**What is expected**
Word for word, copy the line containing "Localize the labels" and each line after it in the records below, ending with the last line.

**Provided records**
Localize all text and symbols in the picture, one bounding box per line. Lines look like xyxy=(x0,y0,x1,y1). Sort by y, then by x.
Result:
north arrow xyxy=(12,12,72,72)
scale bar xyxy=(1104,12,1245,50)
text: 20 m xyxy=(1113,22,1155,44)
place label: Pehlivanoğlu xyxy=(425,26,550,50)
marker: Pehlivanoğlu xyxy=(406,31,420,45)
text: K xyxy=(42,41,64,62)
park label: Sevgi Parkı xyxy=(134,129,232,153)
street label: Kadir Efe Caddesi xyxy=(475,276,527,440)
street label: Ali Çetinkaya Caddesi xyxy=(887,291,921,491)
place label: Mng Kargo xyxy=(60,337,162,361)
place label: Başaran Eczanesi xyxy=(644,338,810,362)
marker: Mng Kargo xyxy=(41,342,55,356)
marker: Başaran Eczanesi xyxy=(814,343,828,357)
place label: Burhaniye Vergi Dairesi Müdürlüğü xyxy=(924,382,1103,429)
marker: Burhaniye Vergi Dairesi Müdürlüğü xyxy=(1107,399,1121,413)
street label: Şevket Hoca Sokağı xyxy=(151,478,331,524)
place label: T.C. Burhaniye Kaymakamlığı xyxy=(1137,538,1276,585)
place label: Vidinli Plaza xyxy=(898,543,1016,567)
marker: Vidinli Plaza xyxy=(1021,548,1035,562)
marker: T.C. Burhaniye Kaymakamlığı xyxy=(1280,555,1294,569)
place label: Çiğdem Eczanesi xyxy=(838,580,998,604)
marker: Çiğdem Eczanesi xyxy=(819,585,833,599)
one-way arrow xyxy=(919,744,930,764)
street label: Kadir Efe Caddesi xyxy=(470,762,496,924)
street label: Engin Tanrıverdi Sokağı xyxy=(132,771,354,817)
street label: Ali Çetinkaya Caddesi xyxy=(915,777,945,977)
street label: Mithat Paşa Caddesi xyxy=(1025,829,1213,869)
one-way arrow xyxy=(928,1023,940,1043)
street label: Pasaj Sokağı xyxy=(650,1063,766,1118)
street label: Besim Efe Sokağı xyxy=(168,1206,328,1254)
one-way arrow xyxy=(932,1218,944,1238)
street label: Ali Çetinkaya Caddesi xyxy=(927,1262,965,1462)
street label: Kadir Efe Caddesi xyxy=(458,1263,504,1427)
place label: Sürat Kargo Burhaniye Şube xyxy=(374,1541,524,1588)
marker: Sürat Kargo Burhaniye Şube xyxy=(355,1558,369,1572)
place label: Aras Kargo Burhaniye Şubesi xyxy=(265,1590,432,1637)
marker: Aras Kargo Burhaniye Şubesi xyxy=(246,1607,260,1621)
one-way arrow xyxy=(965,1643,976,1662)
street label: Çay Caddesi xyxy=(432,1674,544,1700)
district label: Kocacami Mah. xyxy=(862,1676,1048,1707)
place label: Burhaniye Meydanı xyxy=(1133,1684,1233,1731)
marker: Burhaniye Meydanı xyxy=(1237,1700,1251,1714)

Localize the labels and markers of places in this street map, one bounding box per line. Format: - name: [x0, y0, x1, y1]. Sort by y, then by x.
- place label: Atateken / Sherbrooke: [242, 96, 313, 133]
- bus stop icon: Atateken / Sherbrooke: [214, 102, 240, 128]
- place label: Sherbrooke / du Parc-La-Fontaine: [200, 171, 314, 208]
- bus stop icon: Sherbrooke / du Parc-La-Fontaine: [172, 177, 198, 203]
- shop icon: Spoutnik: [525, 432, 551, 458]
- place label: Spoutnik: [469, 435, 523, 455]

**Exercise solution**
Localize the labels and markers of places in this street map, one bounding box per line. Format: - name: [x0, y0, x1, y1]. Sort by y, then by x.
- place label: Atateken / Sherbrooke: [242, 96, 313, 133]
- bus stop icon: Atateken / Sherbrooke: [214, 102, 240, 128]
- place label: Sherbrooke / du Parc-La-Fontaine: [200, 171, 314, 208]
- bus stop icon: Sherbrooke / du Parc-La-Fontaine: [172, 177, 198, 203]
- shop icon: Spoutnik: [525, 432, 551, 458]
- place label: Spoutnik: [469, 435, 523, 455]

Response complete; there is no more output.